Key Investments and Their Consequences
The 4T’s second phase embarked on a direct confrontation against a distinct form of fuel theft –fraudulent importation of hydrocarbons– and aimed to achieve “energy justice” through reduced fuel prices. However, two significant legacies emerged from these early attempts:
- The acquisition of tanker trucks by the military to transport fuels while regaining control over the pipeline network.
- The establishment of Gas Bienestar and Gasolinas Bienestar, which have accumulated three years of operational losses.
The Impact on Energy Sector Stakeholders
Coinciding with the emergence of these Pemex subsidiaries, the Energy Regulatory Commission imposed a ceiling on the retail price of liquefied petroleum gas (LPG) to protect family budgets. Amidst inflation, logistical insecurity, and unfair competition from Gas Bienestar, energy sector entrepreneurs –who rely on margins for operation and reinvestment– have demanded the removal of this restriction.
Political Aspirations and Criticisms
The development of a new public policy for the energy sector could potentially catapult Luz Elena, the current Energy Secretary, onto the list of presidential aspirants for 2030. She is valued in hardline 4T circles, though she lacks legislative or campaign experience. Her powerful allies include Banxico, Pemex, the Education, Hacienda, and Economy secretariats.
However, she faces criticisms and accusations from opponents. Recently, there have been allegations about her intention to place one of her associates in the Judicial Discipline Tribunal. Critics have also launched a media campaign accusing her of replicating the Obradorist strategy, maintaining unsustainable subsidy policies, and potentially bestowing favors on the López Beltrán family.
The Influence on Gasoline and LPG Prices
Both gasoline retailers and LPG producers are among the economic groups affected by the 4T administration’s price control policy for fuels, implemented through Secretary González and Profeco head Iván Escalante, one of her most trusted operators.

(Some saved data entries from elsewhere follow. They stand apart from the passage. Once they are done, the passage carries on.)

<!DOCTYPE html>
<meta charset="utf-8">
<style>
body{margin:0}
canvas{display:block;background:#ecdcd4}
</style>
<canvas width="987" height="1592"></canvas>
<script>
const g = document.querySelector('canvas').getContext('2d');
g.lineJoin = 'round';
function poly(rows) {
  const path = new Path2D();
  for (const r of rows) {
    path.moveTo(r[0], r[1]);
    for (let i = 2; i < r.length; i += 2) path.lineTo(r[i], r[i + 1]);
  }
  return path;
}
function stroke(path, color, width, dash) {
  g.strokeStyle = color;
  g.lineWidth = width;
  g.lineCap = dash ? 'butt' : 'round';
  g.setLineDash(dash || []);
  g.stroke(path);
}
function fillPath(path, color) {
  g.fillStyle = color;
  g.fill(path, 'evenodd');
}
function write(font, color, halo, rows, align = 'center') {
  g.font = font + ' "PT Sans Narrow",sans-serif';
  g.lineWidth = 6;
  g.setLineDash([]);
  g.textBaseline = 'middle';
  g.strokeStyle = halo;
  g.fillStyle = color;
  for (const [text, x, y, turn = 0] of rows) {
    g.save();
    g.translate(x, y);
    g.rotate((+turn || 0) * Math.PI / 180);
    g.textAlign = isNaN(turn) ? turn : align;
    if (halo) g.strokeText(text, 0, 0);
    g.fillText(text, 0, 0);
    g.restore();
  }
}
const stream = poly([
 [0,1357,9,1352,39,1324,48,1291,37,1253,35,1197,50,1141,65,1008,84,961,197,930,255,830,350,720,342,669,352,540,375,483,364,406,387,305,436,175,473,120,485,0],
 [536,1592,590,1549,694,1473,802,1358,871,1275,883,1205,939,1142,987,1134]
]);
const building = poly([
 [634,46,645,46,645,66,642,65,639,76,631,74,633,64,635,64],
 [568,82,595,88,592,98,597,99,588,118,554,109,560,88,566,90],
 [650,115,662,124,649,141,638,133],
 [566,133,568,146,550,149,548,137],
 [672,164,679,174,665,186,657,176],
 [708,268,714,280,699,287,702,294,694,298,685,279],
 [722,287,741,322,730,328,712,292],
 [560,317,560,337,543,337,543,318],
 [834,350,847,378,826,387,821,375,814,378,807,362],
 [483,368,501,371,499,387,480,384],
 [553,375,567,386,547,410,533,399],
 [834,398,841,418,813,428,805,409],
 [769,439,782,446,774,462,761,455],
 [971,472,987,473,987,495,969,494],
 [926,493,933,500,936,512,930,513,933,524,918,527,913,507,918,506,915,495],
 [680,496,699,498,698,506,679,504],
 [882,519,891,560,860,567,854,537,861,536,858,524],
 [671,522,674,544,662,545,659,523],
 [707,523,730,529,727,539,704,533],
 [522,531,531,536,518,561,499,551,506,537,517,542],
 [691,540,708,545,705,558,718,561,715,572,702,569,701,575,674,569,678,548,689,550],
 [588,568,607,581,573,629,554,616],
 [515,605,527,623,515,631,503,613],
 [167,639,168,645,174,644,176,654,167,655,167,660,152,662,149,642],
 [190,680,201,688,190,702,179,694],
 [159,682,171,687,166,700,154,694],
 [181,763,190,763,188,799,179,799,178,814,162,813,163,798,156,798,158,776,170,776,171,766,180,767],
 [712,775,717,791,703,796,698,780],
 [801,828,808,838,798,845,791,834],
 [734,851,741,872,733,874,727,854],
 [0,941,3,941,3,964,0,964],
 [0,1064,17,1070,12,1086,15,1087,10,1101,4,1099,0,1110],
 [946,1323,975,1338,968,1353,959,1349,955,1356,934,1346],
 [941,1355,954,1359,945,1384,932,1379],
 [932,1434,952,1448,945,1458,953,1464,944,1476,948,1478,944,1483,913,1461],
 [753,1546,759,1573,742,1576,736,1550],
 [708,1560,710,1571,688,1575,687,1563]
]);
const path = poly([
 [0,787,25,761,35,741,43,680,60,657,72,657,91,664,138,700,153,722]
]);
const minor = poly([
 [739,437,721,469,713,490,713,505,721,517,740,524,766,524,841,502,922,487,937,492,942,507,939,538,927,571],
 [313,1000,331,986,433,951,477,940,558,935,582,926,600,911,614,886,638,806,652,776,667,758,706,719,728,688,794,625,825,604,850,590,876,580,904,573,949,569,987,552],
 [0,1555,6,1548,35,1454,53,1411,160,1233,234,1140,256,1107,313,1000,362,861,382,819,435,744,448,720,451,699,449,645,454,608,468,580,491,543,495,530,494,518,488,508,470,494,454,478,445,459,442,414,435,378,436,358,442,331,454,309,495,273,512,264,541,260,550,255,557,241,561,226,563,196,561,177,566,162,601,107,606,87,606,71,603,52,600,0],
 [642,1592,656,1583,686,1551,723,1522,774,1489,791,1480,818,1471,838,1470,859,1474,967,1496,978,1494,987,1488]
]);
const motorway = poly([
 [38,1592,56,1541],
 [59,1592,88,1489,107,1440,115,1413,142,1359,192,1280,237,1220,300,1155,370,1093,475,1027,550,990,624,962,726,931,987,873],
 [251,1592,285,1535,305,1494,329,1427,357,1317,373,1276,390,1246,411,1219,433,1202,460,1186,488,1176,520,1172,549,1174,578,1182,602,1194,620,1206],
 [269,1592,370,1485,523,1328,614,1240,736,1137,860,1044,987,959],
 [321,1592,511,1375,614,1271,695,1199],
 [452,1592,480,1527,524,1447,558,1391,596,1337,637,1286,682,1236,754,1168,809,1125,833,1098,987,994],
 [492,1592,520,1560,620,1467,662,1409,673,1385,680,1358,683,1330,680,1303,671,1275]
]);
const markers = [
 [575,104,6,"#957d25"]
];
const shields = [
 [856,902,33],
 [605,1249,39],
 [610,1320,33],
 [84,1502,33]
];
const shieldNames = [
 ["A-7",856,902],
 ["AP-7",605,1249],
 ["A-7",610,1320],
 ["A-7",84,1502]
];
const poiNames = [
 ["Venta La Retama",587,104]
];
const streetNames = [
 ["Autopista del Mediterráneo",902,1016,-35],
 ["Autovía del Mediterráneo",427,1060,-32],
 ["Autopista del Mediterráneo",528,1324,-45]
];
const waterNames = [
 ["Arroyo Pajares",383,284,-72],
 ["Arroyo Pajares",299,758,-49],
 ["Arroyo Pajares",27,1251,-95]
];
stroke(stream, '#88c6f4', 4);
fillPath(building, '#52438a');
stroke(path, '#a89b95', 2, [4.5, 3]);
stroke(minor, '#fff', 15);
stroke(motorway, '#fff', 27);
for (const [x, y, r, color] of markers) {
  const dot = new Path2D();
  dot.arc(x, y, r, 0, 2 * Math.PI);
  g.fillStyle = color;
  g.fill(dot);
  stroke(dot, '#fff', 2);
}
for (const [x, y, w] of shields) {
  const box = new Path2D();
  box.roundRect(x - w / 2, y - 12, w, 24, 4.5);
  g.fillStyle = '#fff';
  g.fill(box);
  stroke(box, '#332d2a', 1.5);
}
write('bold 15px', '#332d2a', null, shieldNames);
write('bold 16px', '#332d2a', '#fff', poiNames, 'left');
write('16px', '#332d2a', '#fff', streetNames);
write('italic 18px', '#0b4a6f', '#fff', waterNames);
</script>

Their rigid stances in negotiations have sparked a wave of criticism. Unlike the gasoline price adjustment, which required a “voluntary agreement” with distributors and only affected the Magna price, the LPG price cap was non-negotiable.
The PACIC’s effectiveness was evident, and federal authorities sought to control tortilla prices. Industry leaders argue that fuel costs account for only 3-5% of the final consumer price and questioned the rationale behind the measure, as it’s popular among low-income populations but represents “a punishment for the market and a barrier to investment.”